WTAS: House Antitrust Package Will Give ‘Foreign Adversaries a Competitive Advantage,’ ‘Embolden China’

Bipartisan Chorus of Concern Over National Security, Economic Ramifications

Former NATO Supreme Allied Commander and commander of U.S. Southern Command Admiral James Stavridis, USN (Ret.)“The strength of America’s tech sector is a significant asset to our national defense. Policymakers should seek to protect consumers and strengthen America’s tech edge. Unfortunately, these policies have the potential to stifle innovation while giving our foreign adversaries a competitive advantage.”

Former White House Counterterrorism and Homeland Security Advisor Frances Townsend: “China wants to be the world’s dominant tech leader. In fact, President Biden stated that China believes it will ‘own America’ by 2035. This misguided legislation will only embolden China, paving the way for foreign adversaries to dominate the digital landscape, undermining a key national security advantage.”

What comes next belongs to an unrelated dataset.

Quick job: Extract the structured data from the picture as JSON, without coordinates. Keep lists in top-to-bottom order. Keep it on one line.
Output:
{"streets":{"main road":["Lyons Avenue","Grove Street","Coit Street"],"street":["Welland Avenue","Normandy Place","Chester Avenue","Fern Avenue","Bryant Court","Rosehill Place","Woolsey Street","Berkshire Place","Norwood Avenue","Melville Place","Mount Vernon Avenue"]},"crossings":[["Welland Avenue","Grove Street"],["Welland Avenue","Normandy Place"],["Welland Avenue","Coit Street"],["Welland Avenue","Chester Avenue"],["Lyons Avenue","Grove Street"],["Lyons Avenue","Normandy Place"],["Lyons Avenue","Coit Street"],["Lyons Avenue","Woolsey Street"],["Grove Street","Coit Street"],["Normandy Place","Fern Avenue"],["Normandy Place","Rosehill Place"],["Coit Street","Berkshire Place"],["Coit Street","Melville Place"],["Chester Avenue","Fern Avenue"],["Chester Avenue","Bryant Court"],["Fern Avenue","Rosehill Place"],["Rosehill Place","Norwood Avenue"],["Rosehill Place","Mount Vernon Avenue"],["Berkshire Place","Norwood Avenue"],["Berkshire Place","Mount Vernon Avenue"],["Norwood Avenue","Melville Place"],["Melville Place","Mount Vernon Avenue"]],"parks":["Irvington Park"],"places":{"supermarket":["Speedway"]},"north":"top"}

Congresswoman Zoe Lofgren (D-CA): The bills “fall short and will create more harm than good for American consumers and the U.S. economy.”

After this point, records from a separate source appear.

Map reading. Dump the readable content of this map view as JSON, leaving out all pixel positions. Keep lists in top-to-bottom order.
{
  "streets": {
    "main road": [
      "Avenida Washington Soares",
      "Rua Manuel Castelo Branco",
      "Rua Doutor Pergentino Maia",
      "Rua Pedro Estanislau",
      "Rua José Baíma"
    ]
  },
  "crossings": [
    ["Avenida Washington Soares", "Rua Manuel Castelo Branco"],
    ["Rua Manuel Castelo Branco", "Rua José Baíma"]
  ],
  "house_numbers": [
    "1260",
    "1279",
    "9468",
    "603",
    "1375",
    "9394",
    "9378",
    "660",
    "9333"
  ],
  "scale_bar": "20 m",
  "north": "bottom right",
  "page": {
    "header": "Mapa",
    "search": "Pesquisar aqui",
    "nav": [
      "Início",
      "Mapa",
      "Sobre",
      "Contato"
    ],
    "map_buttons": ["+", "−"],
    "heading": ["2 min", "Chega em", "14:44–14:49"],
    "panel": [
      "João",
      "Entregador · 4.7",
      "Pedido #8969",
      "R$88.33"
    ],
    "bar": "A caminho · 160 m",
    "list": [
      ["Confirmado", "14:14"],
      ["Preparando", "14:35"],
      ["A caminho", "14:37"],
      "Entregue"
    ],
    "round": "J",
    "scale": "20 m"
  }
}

  • “Substantial concerns” the legislation could create vulnerabilities that expose user data.

Congressman Lou Correa (D-CA): “In my district, small businesses depend on services provided by these tech companies.”

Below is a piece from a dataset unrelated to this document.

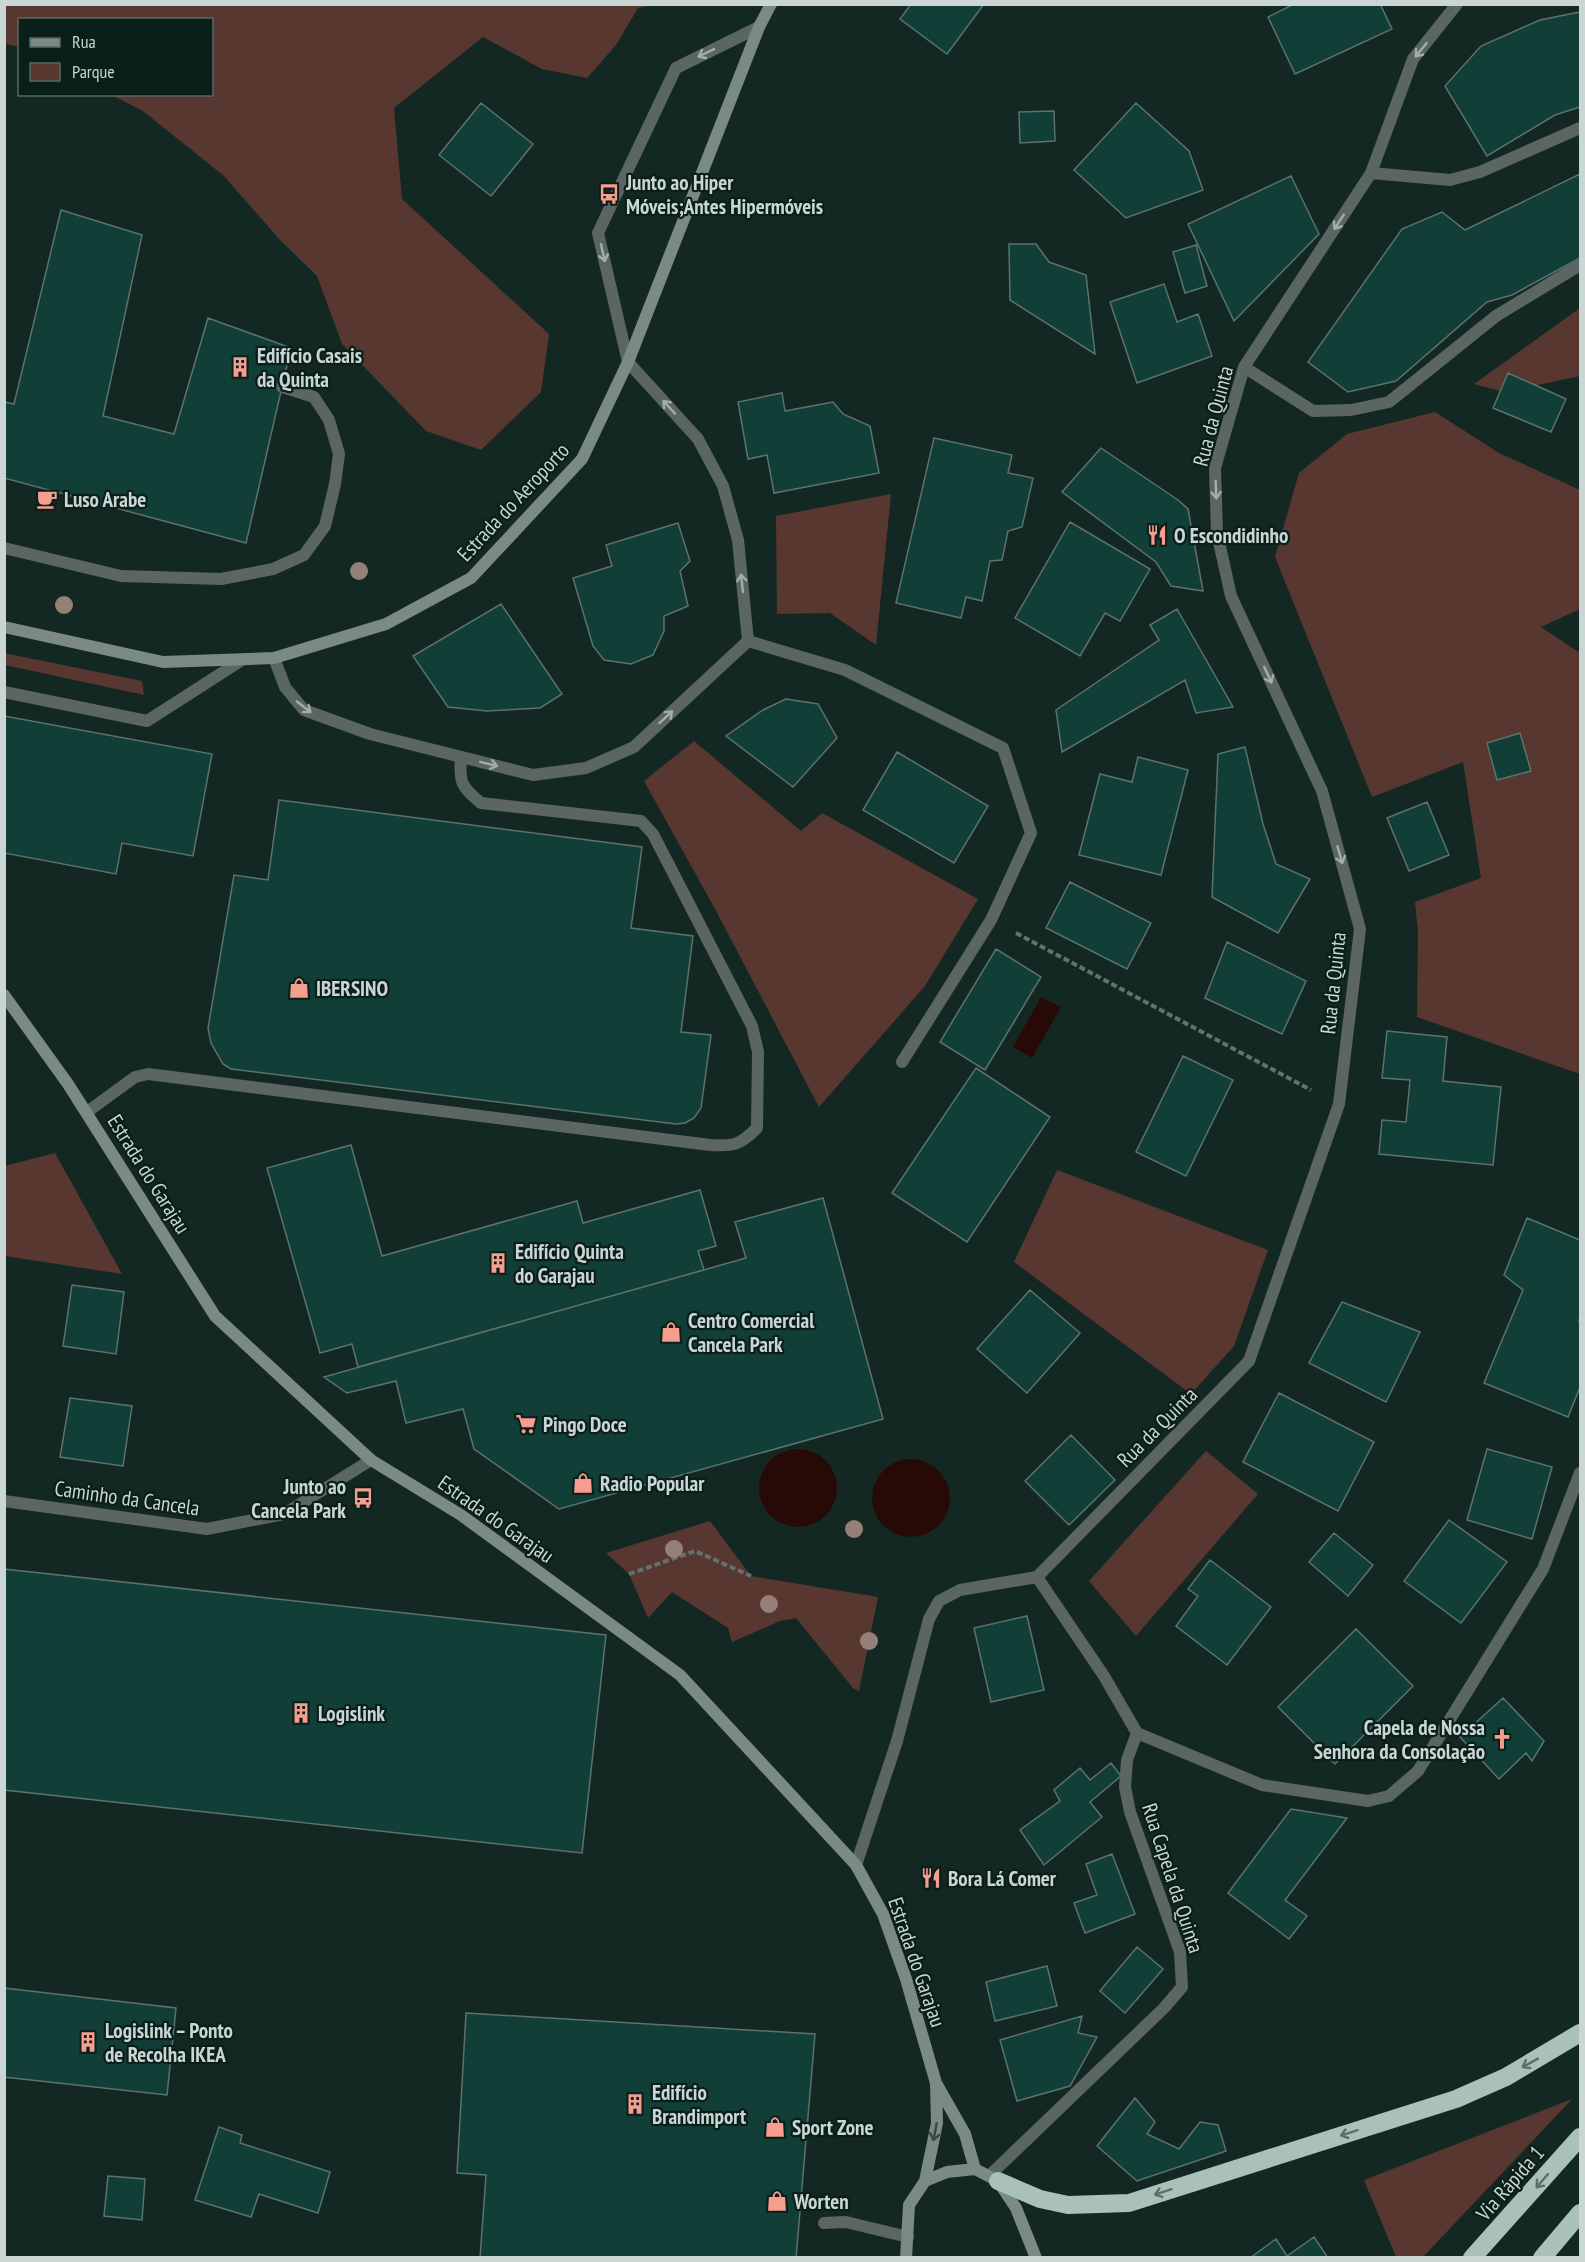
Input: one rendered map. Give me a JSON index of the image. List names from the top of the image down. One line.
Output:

  • Correa: “At our state level, the state of California, these firms – high tech – are the reason California has a budget surplus as opposed to a deficit, enabling the state of California to invest in public education, to help those that have been affected by COVID, the middle class – those that are trying to get to the middle class. It is because of these budget surplus dollars that we’re able to take care of our friends and neighbors in California.”
  • “Of course, as we speak about the national levels, we speak about the challenges this country has in investing in research and development, fighting cybercrimes, competing with China and others around the world – this is exactly what these firms are doing on a day-to-day basis. So, for us today to vote on legislation whose implications may not be totally comprehended is, I think, irresponsible. That’s why I’ll be voting ‘no’ on this legislation.”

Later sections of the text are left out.